Germany’s path away from coal-fired power production is growing harder to see the longer it takes for the government to present a transition strategy, warned German utility Trianel on Tuesday.
“We want to invest, but we are lacking the guidelines,” Trianel spokesman Sven Becker told reporters ahead of an energy summit hosted by German newspaper Handelsblatt.
At issue is the government’s goal to build a network of hydrogen-ready, gas-fired power plants by 2030. That would make up for shuttered nuclear power plants and clear the way for coal to be phased out by 2030, eight years ahead of current plans.
But the plan for the new power plants has been delayed in the wake of a budget crisis that unfolded late last year. Economy minister Robert Habeck told the audience on Tuesday that the plan is expected very soon.
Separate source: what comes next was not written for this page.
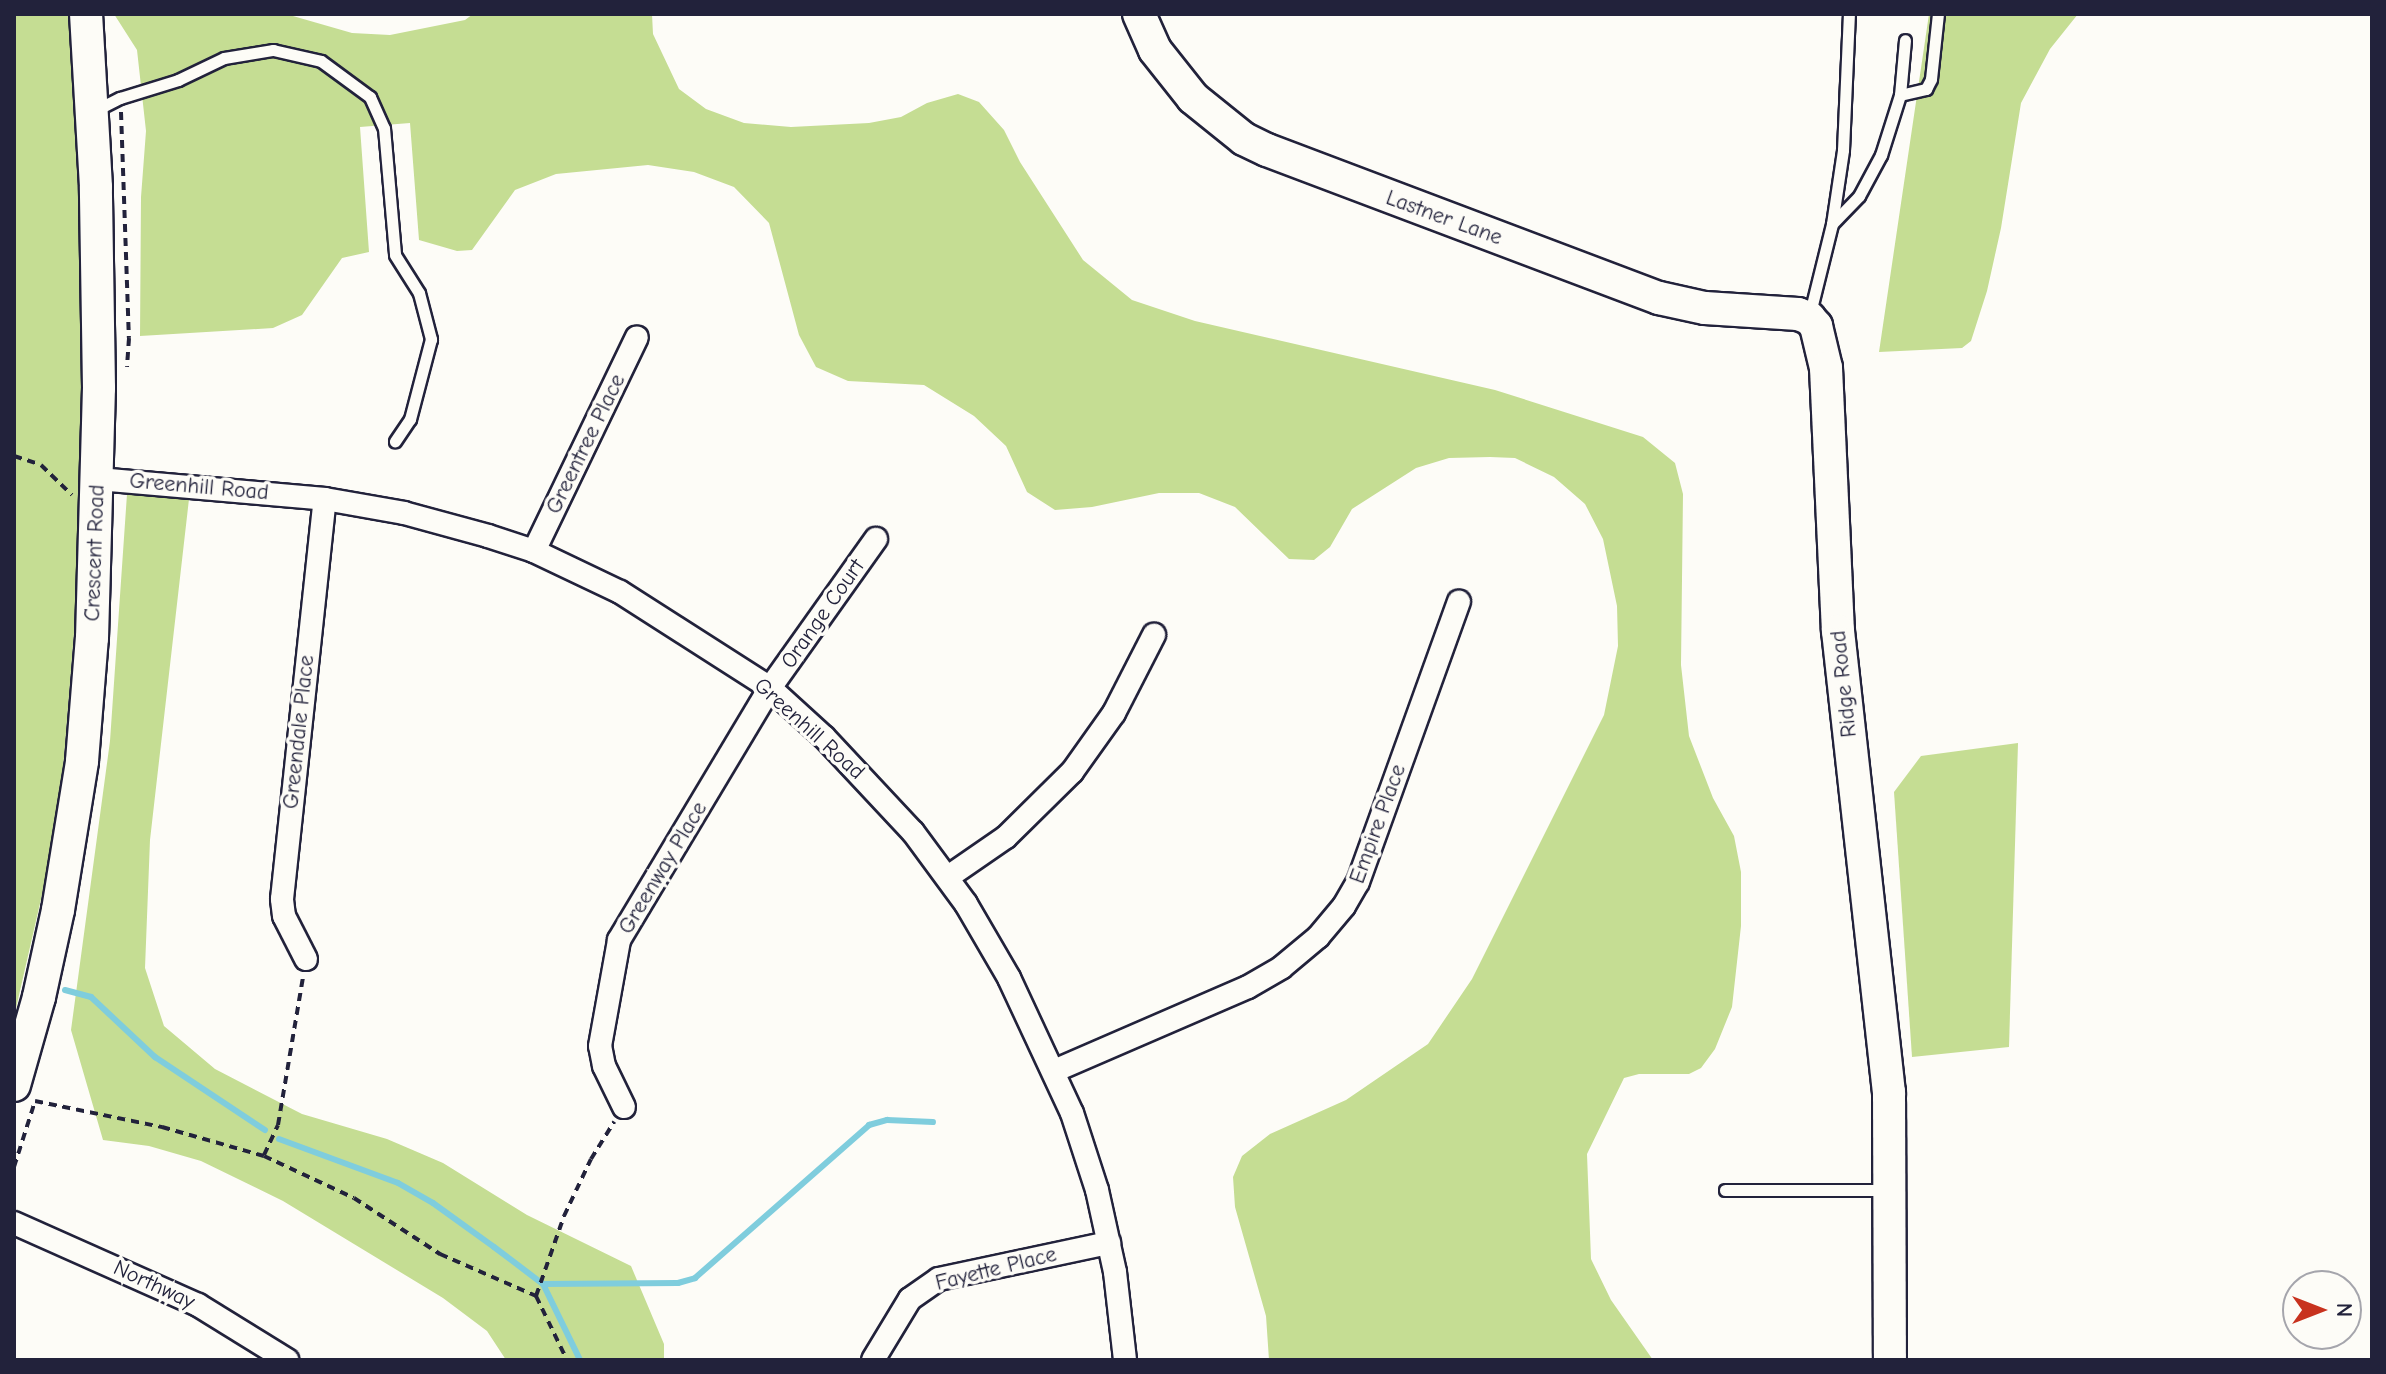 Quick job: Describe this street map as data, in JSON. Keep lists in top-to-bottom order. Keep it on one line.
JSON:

But Becker said that until the plan is released and has been processed there is no way to invest. “We have to be honest. We will not invest if there aren’t any ground rules.”
As a general rule of thumb, it takes about six years to plan and construct a gas-fired power plant.
He noted that failing to get the plants running, while relying ever more on renewables, increased the chances that there will be summer days when Germany produces far more power than it can ever consume, and winter days when consumption far outstrips production.
He said this means Germany might have to look into methods of managing consumption. It might also need two separate power markets: an energy-only market to distribute the power being produced and something like a capacity market to keep payments going to power plants that are only called into service when renewable energy output is lacking.